Sure, many of the top programs in the sport already play at some of the best venues around. However, an opportunity like this can only benefit college football in the long run.
Did we mention, the legendary raceway seats 150,000?
Currently, the college football record for attendance is 115,109. It was set last month at Michigan Stadium when the Wolverines hosted Notre Dame.
It could be monumental for college football.
|1. Michigan Stadium||Michigan 41, Notre Dame 30 (9/7/13)||115,109|
|2. Michigan Stadium||Michigan 35, Notre Dame 31 (9/10/11)||114,804|
|3. Michigan Stadium||Michigan 40, Ohio State 34 (11/26/11)||114,132|
|4. Michigan Stadium||Michigan 12, Michigan State 10 (10/20/12)||113,833|
|5. Michigan Stadium||Michigan 45, Nebraska 17 (11/19/11)||113,718|
The only question is this: Why don’t we see more out-of-the-box thinking like this?
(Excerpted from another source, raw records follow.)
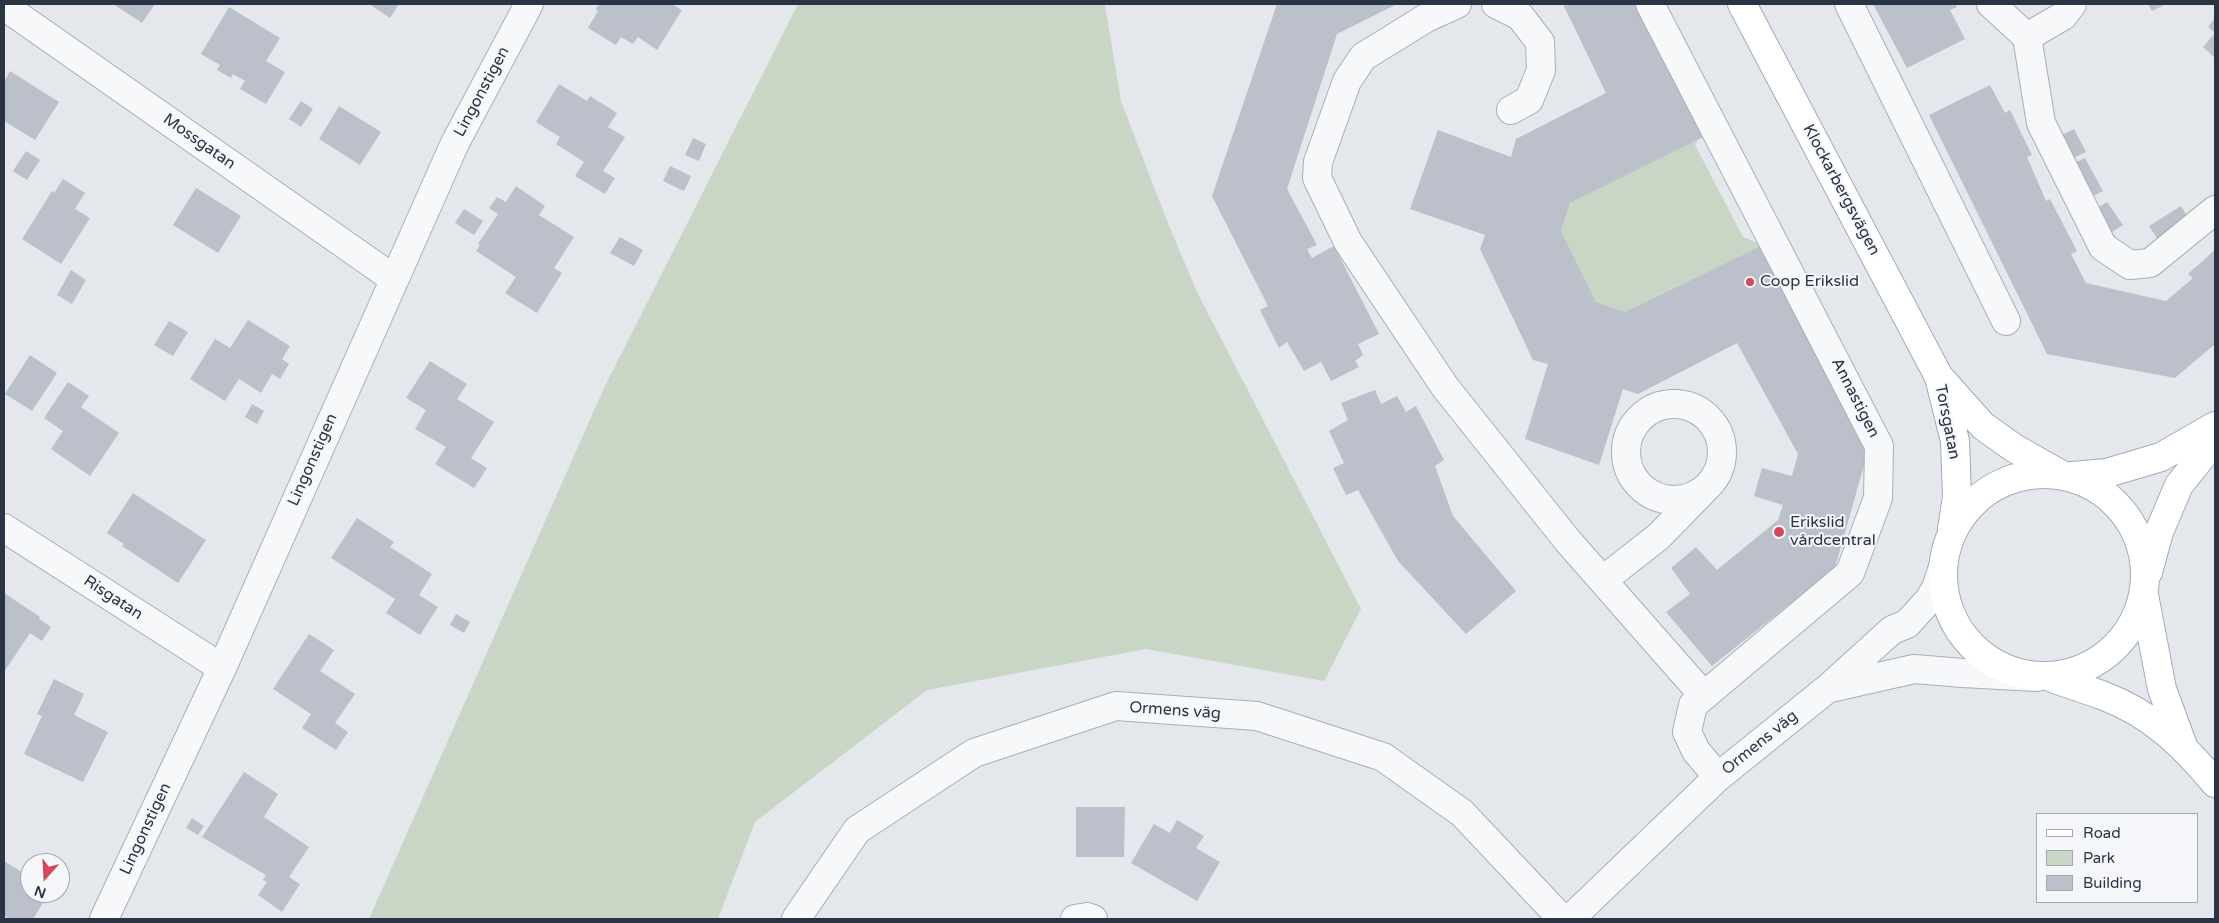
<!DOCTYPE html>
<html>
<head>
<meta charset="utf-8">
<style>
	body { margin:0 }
	#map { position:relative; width:2219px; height:923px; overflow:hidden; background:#e4e7ec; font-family:"Varela Round",sans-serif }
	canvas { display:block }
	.frame { position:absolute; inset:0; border:5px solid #2b3445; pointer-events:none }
	.legend { position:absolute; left:2036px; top:813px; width:162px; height:90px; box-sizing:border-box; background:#f4f6f9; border:1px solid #a4a8b1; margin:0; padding:6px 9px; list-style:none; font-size:15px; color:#2b3445 }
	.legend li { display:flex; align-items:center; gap:10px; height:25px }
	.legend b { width:25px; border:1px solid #a4a8b1 }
	.north { position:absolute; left:20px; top:853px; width:50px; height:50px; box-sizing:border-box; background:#f4f6f9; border:1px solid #a4a8b1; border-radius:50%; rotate:199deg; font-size:14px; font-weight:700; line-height:20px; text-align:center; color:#2b3445 }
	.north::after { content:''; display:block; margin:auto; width:18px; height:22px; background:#d1495b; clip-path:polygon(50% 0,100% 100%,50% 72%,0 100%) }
</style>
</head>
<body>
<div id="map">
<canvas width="2219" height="923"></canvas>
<div class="frame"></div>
<ul class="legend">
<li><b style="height:6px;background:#fff"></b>Road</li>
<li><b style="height:14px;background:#c9d6c5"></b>Park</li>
<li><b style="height:14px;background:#bbc0ca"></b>Building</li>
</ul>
<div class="north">N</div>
</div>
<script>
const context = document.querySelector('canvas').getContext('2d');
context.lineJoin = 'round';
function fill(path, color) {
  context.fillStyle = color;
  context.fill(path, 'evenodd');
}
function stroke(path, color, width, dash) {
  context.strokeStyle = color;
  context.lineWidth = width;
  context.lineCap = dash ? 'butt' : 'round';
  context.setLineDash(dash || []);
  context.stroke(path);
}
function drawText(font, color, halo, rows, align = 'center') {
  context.font = font + ' "Varela Round",sans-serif';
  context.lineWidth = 4;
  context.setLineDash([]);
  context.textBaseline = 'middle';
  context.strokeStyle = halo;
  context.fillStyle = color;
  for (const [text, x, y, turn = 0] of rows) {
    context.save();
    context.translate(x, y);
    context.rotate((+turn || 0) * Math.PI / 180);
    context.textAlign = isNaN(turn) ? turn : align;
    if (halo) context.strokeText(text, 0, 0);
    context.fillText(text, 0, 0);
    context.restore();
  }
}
fill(new Path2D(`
	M 798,4 L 1105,4 L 1121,101 L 1167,221 L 1198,294 L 1361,609 L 1324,681 L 1146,649 L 927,690 L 755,822 L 718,919 L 369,919 L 604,388 Z
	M 1699,138 L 1695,145 L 1743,237 L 1763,245 L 1625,312 L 1596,302 L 1561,231 L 1570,203 Z`), '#c9d6c5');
fill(new Path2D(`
	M 113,4 L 155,4 L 142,23 Z
	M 369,4 L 399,4 L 390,18 Z
	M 599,4 L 672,4 L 682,10 L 657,50 L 638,37 L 633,44 L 621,37 L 616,45 L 588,28 L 598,11 L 596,9 Z
	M 1277,4 L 1397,4 L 1337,34 L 1287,189 L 1317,245 L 1307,249 L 1312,258 L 1334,246 L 1379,334 L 1358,344 L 1363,355 L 1355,361 L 1359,367 L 1331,381 L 1321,362 L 1304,371 L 1287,342 L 1279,348 L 1260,310 L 1268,306 L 1212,196 Z
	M 1563,4 L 1640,4 L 1707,135 L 1570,203 L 1561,231 L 1596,302 L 1625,312 L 1763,245 L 1868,451 L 1835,568 L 1712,666 L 1666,612 L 1690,594 L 1671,568 L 1696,547 L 1717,570 L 1778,520 L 1783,505 L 1754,496 L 1762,468 L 1792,476 L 1798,454 L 1737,343 L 1638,394 L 1623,389 L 1599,465 L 1525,439 L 1548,364 L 1533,360 L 1480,249 L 1485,235 L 1410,209 L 1438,130 L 1511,157 L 1516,139 L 1606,93 Z
	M 1873,4 L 1956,4 L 1957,7 L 1950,10 L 1965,39 L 1907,68 Z
	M 2148,4 L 2166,4 L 2152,11 Z
	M 229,7 L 280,38 L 266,61 L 285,72 L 266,104 L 240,89 L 245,81 L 233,74 L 231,78 L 217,70 L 220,65 L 201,54 Z
	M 2215,18 L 2215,58 L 2203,47 L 2215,33 L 2208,27 Z
	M 10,71 L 59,102 L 35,140 L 4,121 L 4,82 Z
	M 559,84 L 587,101 L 590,96 L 617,113 L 608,127 L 625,137 L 603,171 L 615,178 L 605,194 L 575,176 L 584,162 L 556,144 L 560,137 L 536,122 Z
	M 1990,85 L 2005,113 L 2010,110 L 2032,155 L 2027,157 L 2046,201 L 2050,199 L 2077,251 L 2071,254 L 2086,283 L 2166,301 L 2193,278 L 2188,274 L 2215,250 L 2215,344 L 2175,378 L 2047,354 L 1929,115 Z
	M 301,101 L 313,109 L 301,127 L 289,119 Z
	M 339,106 L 381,132 L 360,165 L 319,139 Z
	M 2074,129 L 2086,152 L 2073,158 L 2062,135 Z
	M 693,138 L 706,144 L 699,161 L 685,155 Z
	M 26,151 L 40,160 L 27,180 L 13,171 Z
	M 2085,158 L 2103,191 L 2091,197 L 2074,163 Z
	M 670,166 L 691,176 L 684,191 L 663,181 Z
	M 63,179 L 85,193 L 75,209 L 90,218 L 61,264 L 22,239 L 52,191 L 54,193 Z
	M 516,186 L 545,206 L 539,215 L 574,237 L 554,268 L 562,273 L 537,313 L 505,293 L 516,277 L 476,251 L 480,245 L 478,244 L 498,214 L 489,208 L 497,197 L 506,202 Z
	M 196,188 L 241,216 L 218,253 L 173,225 Z
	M 2107,202 L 2123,225 L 2112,232 L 2096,209 Z
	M 2181,206 L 2189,219 L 2157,238 L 2149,226 Z
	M 464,209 L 483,221 L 474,235 L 455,223 Z
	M 620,237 L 643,250 L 634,266 L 610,253 Z
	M 71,270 L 86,280 L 72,304 L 57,295 Z
	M 248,320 L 290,346 L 282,359 L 289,364 L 280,379 L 272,374 L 261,393 L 239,379 L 225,401 L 190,379 L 215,339 L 230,348 Z
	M 169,321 L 188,332 L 173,356 L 154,345 Z
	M 30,355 L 57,373 L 32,411 L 5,394 Z
	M 430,361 L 467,384 L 457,399 L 494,422 L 471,458 L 487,468 L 474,488 L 435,464 L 446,447 L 415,429 L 426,410 L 406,398 Z
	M 68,382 L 89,396 L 81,407 L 119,433 L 90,476 L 51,449 L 63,431 L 44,418 Z
	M 1375,390 L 1381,404 L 1397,396 L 1406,412 L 1416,406 L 1444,460 L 1435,466 L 1453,516 L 1516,591 L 1466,634 L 1398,561 L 1358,490 L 1346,495 L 1333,468 L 1344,463 L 1329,431 L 1348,420 L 1341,403 Z
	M 252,404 L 264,411 L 257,424 L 245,417 Z
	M 133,493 L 206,540 L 178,583 L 122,546 L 124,544 L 107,533 Z
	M 357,518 L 394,542 L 390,547 L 432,574 L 419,595 L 438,607 L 420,635 L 386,613 L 395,599 L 331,558 Z
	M 4,593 L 40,617 L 39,619 L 51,627 L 42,641 L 30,633 L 4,672 Z
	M 456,614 L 470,622 L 464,633 L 450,625 Z
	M 309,634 L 334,650 L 320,671 L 355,694 L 335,723 L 348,732 L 336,750 L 302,728 L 311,714 L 273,689 Z
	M 54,679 L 84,694 L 74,715 L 108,732 L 83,782 L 24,754 L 42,716 L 37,714 Z
	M 244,772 L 278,794 L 264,817 L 309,847 L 289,877 L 300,884 L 282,912 L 258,895 L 267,882 L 263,880 L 266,875 L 202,837 Z
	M 1076,807 L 1125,807 L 1124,857 L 1076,857 Z
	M 192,818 L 204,826 L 198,835 L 186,828 Z
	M 1177,820 L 1204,836 L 1196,848 L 1220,862 L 1197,901 L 1131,863 L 1154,824 L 1170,833 Z
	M 4,861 L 30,877 L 30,893 L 49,893 L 33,919 L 10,919 L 4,916 Z`), '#bbc0ca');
const minor = new Path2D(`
	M 1457,4 L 1426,18 L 1363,57 L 1347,81 L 1318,162 L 1317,178 L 1348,242 L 1445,387 L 1567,540 L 1704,696
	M 1496,4 L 1520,16 L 1540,42 L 1541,70 L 1529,100 L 1511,110
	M 1650,4 L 1879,446 L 1878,498 L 1850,573 L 1693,705 L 1687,732 L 1696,751 L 1718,777
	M 1849,4 L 2006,321
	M 1991,4 L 2027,37 L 2041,123 L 2103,247 L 2130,265 L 2150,263 L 2215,210
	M 4,6 L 394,279
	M 2027,37 L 2063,16 L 2072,4
	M1626 452a48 48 0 1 1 96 0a48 48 0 1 1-96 0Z
	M 4,528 L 222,668
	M 1603,580 L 1658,537 L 1702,492
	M 1830,688 L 1914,669 L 1963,673 L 2036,677
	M 104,919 L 222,668 L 455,143 L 529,4
	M 796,919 L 857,830 L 974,753 L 1116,706 L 1257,716 L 1383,757 L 1462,813 L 1562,919
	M 1075,919 L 1087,917 L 1093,919
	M 1570,919 L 1718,777 L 1827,689 L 1892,630 L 1907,624 L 1929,600 L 1936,588 L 1943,567`);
const major = new Path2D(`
	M 1742,4 L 1939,377 L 1955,441 L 1957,497 L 1952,529
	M 1941,379 L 1983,426 L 2014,448 L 2060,474
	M1943 575a101 101 0 1 1 202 0a101 101 0 1 1-202 0Z
	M 2072,476 L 2107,473 L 2161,457 L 2215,426
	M 2148,572 L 2159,532 L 2179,485 L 2215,440
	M 2144,595 L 2162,689 L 2183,746
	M 2050,677 C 2067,684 2086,689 2104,696 C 2152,714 2183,745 2215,783`);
stroke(minor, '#a9aeb7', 30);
stroke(major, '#a3abb8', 30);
stroke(minor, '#f7f8fa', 28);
stroke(major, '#fff', 28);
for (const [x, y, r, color] of [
	[1750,282,5,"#d1495b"],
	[1779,532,6,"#d1495b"]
]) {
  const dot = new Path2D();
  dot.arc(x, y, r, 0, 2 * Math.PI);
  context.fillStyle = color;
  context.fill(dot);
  stroke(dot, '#f4f6f9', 2);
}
drawText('16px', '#2b3445', '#f4f6f9', [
	["Lingonstigen",482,92,-62],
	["Mossgatan",199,142,35],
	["Klockarbergsvägen",1841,190,62],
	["Annastigen",1855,398,63],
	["Torsgatan",1947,422,79],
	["Lingonstigen",313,460,-66],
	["Risgatan",113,598,33],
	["Ormens väg",1175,711,4],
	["Ormens väg",1760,743,-39],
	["Lingonstigen",146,829,-65]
]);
drawText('16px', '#2b3445', '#f4f6f9', [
	["Coop Erikslid",1760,282],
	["Erikslid",1790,523],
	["vårdcentral",1790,541]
], 'left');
</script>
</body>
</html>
For years, sports have experimented with unique venues for contests.
In the NHL, the Winter Classic was established in 2008, which saw hockey teams play games outside. The venues included: Wrigley Field, Fenway Park, Heinz Field and even Michigan Stadium.
Tennis has experimented with courts in water and on top of helipads while Grand Central Terminal in New York City once hosted a squash tournament. Heck, back in 2011, college basketball giants North Carolina and Michigan State tipped-off aboard an Aircraft Carrier with President Barack Obama in attendance.
OK, college football has dabbled in playing games on baseball fields, including Wrigley Field and Yankee Stadium. However, how is that any different than when the Miami Dolphins and Florida Marlins both called Sun Life Stadium home from 1993 to 2011?
We want something new.
Bristol Motor Speedway provides just that.
While it makes sense to host a game between the Hokies and Volunteers—the racetrack practically sits on the state line of Virginia and Tennessee—it would be nice to see this become more than just a one-time thing. Whether it’s hosting a rematch between these two down the road, a conference title game or the national championship itself; football needs to become a frequent visitor to one of NASCAR’s most-storied tracks.
But what are some other options?
Back in July, Daytona International Speedway President Joie Chitwood III expressed interest in hosting other sports at the venue such as football, basketball and hockey.
Should college football keep experimenting with unique venues?
The racetrack, made famous by the Daytona 500, once sat 162,000 at capacity. However, that number is expected to shrink to 101,000 following the completion of a $400-million renovation set to be completed in January of 2016.
How about college football in England?
London’s Wembley Stadium, which has hosted several NFL contests since 2007, would be another cool option. The venue currently seats 90,000 at capacity.
Given the NFL’s success overseas, it would be interesting to host a college football matchup there. One would think Notre Dame would almost have to be included.
Either way, this is a plan that has worked for other sports and will work for college football in 2016.
Fans of college football are arguably the most passionate fans in all of sports. They would flock at the chance to see their favorite teams at some of the most historic venues across the world.
Continuing this is really a no-brainer.